The second and third together are our client survey. They tell us where we're getting it right, where we could do better, and how we measure up against industry averages.
We also ask clients to leave us Google reviews. They're more freeform – usually just a few sentences about Ginkgo as a firm – and they do a different job. The structured VouchedFor questions are a measurement tool; Google reviews are simpler: would you say a few words about us in your own? Both matter. They tell us different things.
Why we can't game it
We can't (and wouldn’t!) make you leave a review.

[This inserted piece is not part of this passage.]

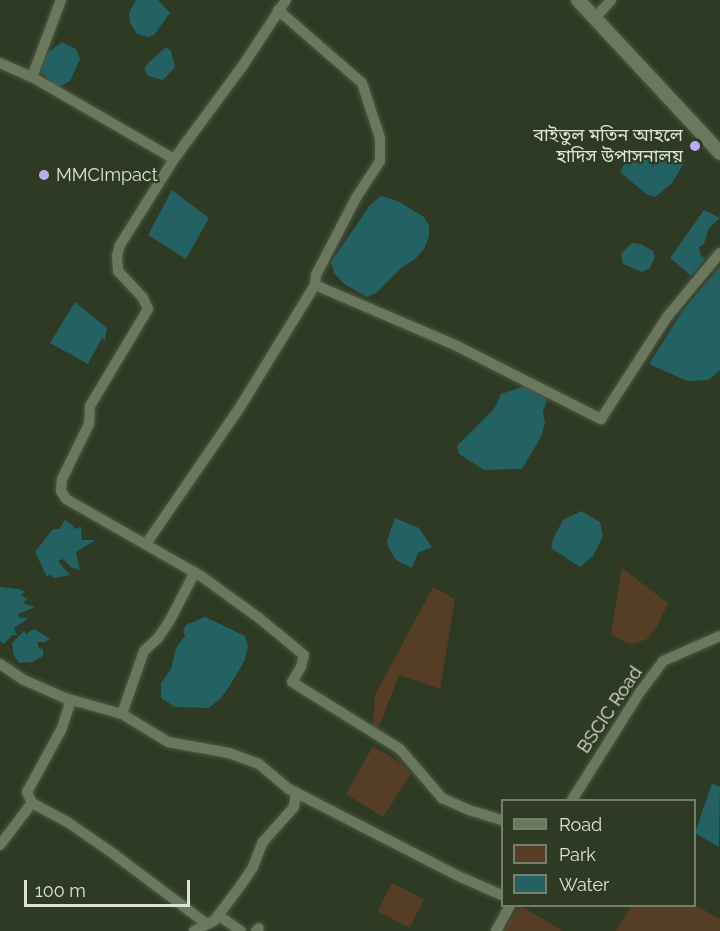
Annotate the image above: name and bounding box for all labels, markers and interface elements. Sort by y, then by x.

We can't see it before you submit it. We can't edit it, soften it, or take it down if we don't like it.
If we could do any of those things, none of this would mean anything.
When feedback flags an issue, we look at it carefully and decide what action to take. Then we come back to you and tell you what we've done about it. VouchedFor watches all of that, alongside the scores.
What does Top Rated really mean?
Only 167 firms across the UK qualified as Top Rated this year. Most are big national networks – twenty, thirty, fifty advisers under one roof. Small, independent, locally-rooted firms (three advisers, family-run, the same faces year after year) are genuinely in the minority. In our patch of South East London, you can count firms like ours on one hand.
So making the cut four years running is something we’re really proud of. But we couldn’t do it without your feedback. It really does help. It helps the next person find an adviser they can trust. It helps us see ourselves through your eyes. And it keeps us honest – which, in our line of work, is exactly the kind of accountability we want.